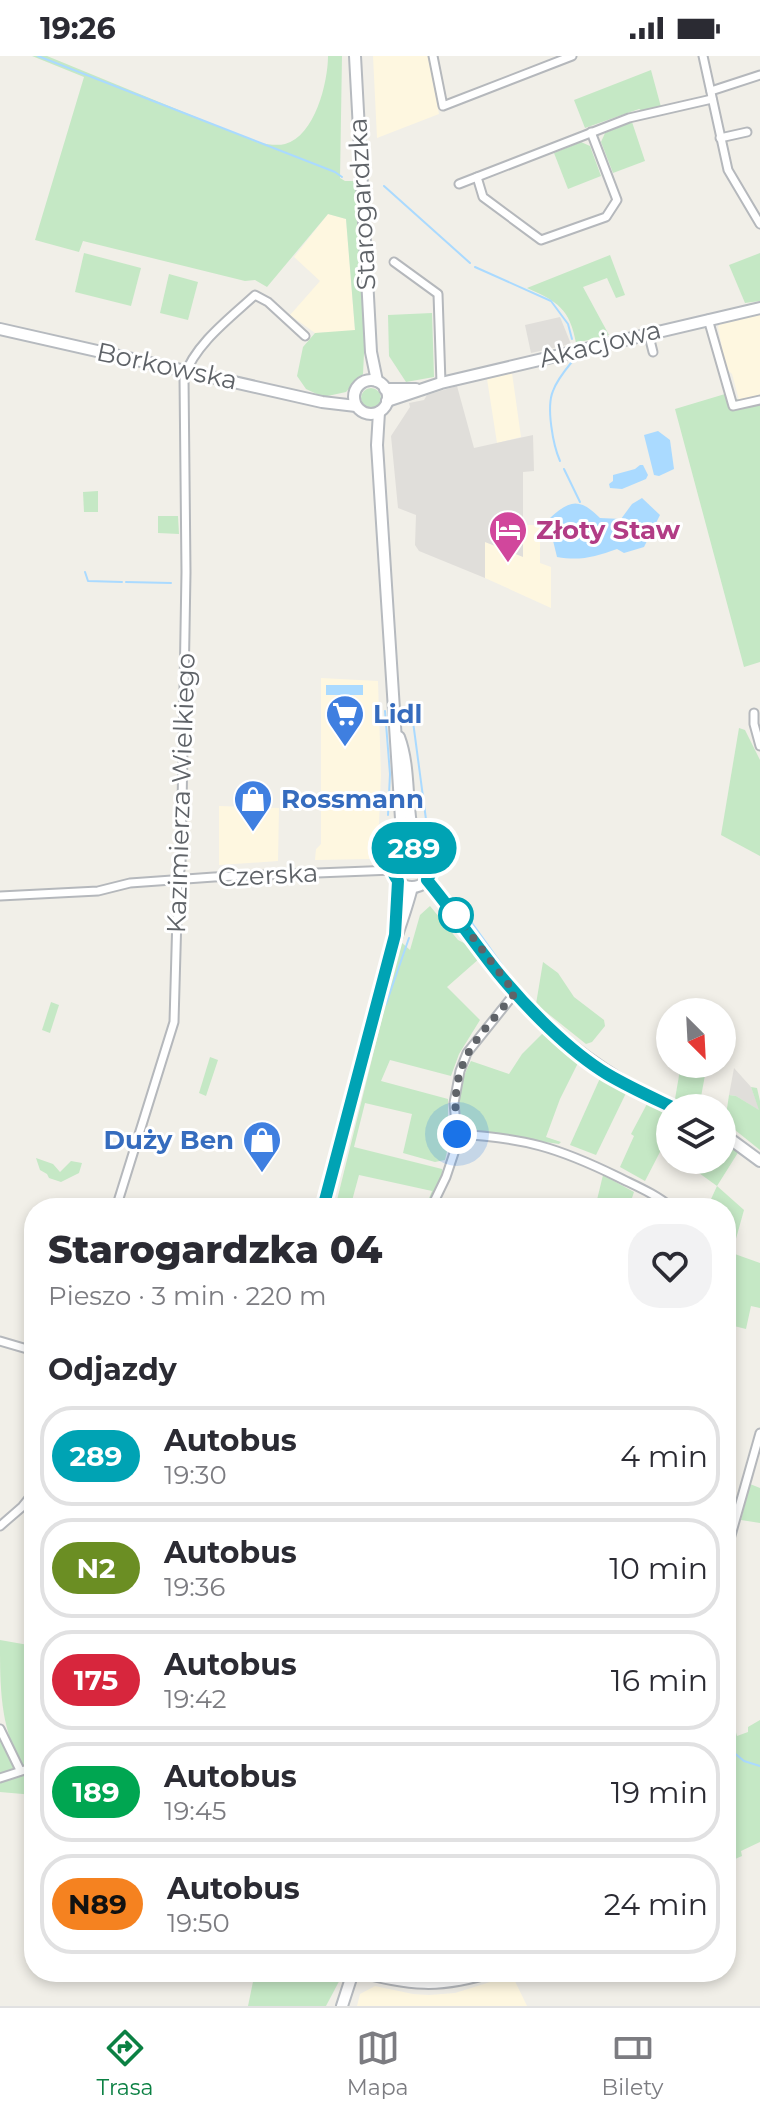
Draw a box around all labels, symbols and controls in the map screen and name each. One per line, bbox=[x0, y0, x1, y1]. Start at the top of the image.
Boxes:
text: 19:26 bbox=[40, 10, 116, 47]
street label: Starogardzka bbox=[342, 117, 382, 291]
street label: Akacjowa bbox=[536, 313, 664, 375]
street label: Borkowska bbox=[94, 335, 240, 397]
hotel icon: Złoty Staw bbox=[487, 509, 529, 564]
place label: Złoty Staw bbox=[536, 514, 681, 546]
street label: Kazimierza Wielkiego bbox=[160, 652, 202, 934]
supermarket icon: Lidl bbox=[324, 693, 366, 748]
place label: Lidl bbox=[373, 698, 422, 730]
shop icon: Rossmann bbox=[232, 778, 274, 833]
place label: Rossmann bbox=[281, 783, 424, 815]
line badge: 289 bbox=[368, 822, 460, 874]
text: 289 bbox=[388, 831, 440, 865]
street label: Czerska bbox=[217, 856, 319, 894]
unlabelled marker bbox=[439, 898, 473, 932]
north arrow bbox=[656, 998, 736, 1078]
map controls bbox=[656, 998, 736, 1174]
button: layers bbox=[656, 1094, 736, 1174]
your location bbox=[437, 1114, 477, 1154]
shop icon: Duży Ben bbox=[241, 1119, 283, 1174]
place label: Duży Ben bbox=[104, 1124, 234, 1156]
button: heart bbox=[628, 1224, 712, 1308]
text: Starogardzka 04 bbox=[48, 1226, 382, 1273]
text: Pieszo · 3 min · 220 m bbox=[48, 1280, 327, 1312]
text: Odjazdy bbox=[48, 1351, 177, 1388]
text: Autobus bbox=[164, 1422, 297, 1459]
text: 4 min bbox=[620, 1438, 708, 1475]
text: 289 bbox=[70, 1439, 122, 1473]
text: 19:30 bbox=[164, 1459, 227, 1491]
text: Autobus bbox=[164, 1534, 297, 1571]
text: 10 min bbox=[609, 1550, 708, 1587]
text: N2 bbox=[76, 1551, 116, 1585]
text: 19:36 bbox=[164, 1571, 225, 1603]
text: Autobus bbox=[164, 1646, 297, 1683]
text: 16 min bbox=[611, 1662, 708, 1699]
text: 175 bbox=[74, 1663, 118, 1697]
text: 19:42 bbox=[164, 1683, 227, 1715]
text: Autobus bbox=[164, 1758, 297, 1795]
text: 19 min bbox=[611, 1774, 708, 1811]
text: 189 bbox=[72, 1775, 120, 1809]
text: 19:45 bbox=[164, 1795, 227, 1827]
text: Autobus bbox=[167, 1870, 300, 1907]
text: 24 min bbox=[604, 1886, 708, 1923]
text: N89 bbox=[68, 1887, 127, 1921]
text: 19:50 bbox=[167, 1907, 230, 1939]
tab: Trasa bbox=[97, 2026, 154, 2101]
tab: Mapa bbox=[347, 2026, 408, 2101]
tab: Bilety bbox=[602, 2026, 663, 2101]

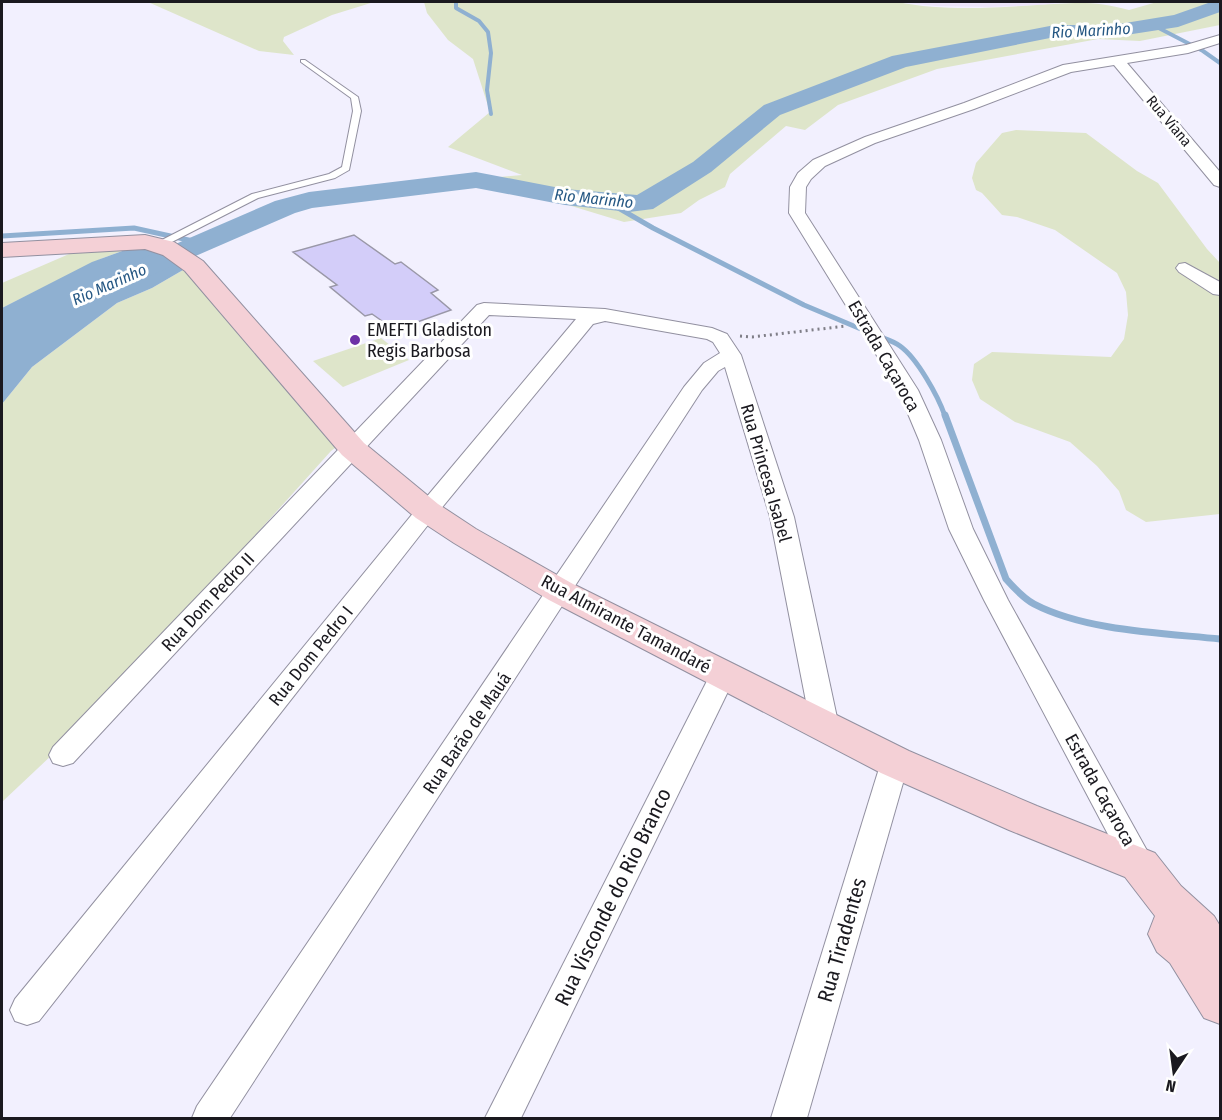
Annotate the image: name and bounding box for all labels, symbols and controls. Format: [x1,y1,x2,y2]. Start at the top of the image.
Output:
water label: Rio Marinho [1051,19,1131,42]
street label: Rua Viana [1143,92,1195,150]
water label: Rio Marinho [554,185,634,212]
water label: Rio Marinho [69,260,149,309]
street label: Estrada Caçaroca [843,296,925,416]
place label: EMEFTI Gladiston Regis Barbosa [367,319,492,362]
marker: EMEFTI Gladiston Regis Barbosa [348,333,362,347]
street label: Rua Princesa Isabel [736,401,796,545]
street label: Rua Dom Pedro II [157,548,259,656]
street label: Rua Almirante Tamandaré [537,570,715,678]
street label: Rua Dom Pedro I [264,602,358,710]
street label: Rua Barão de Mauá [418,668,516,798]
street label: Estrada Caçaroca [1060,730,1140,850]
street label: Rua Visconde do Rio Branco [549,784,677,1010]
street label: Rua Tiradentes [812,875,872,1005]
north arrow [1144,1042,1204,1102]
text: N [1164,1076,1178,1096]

-----

Assigned task
Wherever a picture appears in the records, omit it, and transcribe everything else exactly.

Expected answer
Draw a box around all labels, symbols and controls in the map screen and name each. One per line, bbox=[x0, y0, x1, y1]. Start at the top of the image.
Boxes:
text: 19:26 bbox=[40, 10, 116, 47]
street label: Starogardzka bbox=[342, 117, 382, 291]
street label: Akacjowa bbox=[536, 313, 664, 375]
street label: Borkowska bbox=[94, 335, 240, 397]
hotel icon: Złoty Staw bbox=[487, 509, 529, 564]
place label: Złoty Staw bbox=[536, 514, 681, 546]
street label: Kazimierza Wielkiego bbox=[160, 652, 202, 934]
supermarket icon: Lidl bbox=[324, 693, 366, 748]
place label: Lidl bbox=[373, 698, 422, 730]
shop icon: Rossmann bbox=[232, 778, 274, 833]
place label: Rossmann bbox=[281, 783, 424, 815]
line badge: 289 bbox=[368, 822, 460, 874]
text: 289 bbox=[388, 831, 440, 865]
street label: Czerska bbox=[217, 856, 319, 894]
unlabelled marker bbox=[439, 898, 473, 932]
north arrow bbox=[656, 998, 736, 1078]
map controls bbox=[656, 998, 736, 1174]
button: layers bbox=[656, 1094, 736, 1174]
your location bbox=[437, 1114, 477, 1154]
shop icon: Duży Ben bbox=[241, 1119, 283, 1174]
place label: Duży Ben bbox=[104, 1124, 234, 1156]
button: heart bbox=[628, 1224, 712, 1308]
text: Starogardzka 04 bbox=[48, 1226, 382, 1273]
text: Pieszo · 3 min · 220 m bbox=[48, 1280, 327, 1312]
text: Odjazdy bbox=[48, 1351, 177, 1388]
text: Autobus bbox=[164, 1422, 297, 1459]
text: 4 min bbox=[620, 1438, 708, 1475]
text: 289 bbox=[70, 1439, 122, 1473]
text: 19:30 bbox=[164, 1459, 227, 1491]
text: Autobus bbox=[164, 1534, 297, 1571]
text: 10 min bbox=[609, 1550, 708, 1587]
text: N2 bbox=[76, 1551, 116, 1585]
text: 19:36 bbox=[164, 1571, 225, 1603]
text: Autobus bbox=[164, 1646, 297, 1683]
text: 16 min bbox=[611, 1662, 708, 1699]
text: 175 bbox=[74, 1663, 118, 1697]
text: 19:42 bbox=[164, 1683, 227, 1715]
text: Autobus bbox=[164, 1758, 297, 1795]
text: 19 min bbox=[611, 1774, 708, 1811]
text: 189 bbox=[72, 1775, 120, 1809]
text: 19:45 bbox=[164, 1795, 227, 1827]
text: Autobus bbox=[167, 1870, 300, 1907]
text: 24 min bbox=[604, 1886, 708, 1923]
text: N89 bbox=[68, 1887, 127, 1921]
text: 19:50 bbox=[167, 1907, 230, 1939]
tab: Trasa bbox=[97, 2026, 154, 2101]
tab: Mapa bbox=[347, 2026, 408, 2101]
tab: Bilety bbox=[602, 2026, 663, 2101]

Annotate the image: name and bounding box for all labels, symbols and controls. Format: [x1,y1,x2,y2]. Start at the top of the image.
Output:
water label: Rio Marinho [1051,19,1131,42]
street label: Rua Viana [1143,92,1195,150]
water label: Rio Marinho [554,185,634,212]
water label: Rio Marinho [69,260,149,309]
street label: Estrada Caçaroca [843,296,925,416]
place label: EMEFTI Gladiston Regis Barbosa [367,319,492,362]
marker: EMEFTI Gladiston Regis Barbosa [348,333,362,347]
street label: Rua Princesa Isabel [736,401,796,545]
street label: Rua Dom Pedro II [157,548,259,656]
street label: Rua Almirante Tamandaré [537,570,715,678]
street label: Rua Dom Pedro I [264,602,358,710]
street label: Rua Barão de Mauá [418,668,516,798]
street label: Estrada Caçaroca [1060,730,1140,850]
street label: Rua Visconde do Rio Branco [549,784,677,1010]
street label: Rua Tiradentes [812,875,872,1005]
north arrow [1144,1042,1204,1102]
text: N [1164,1076,1178,1096]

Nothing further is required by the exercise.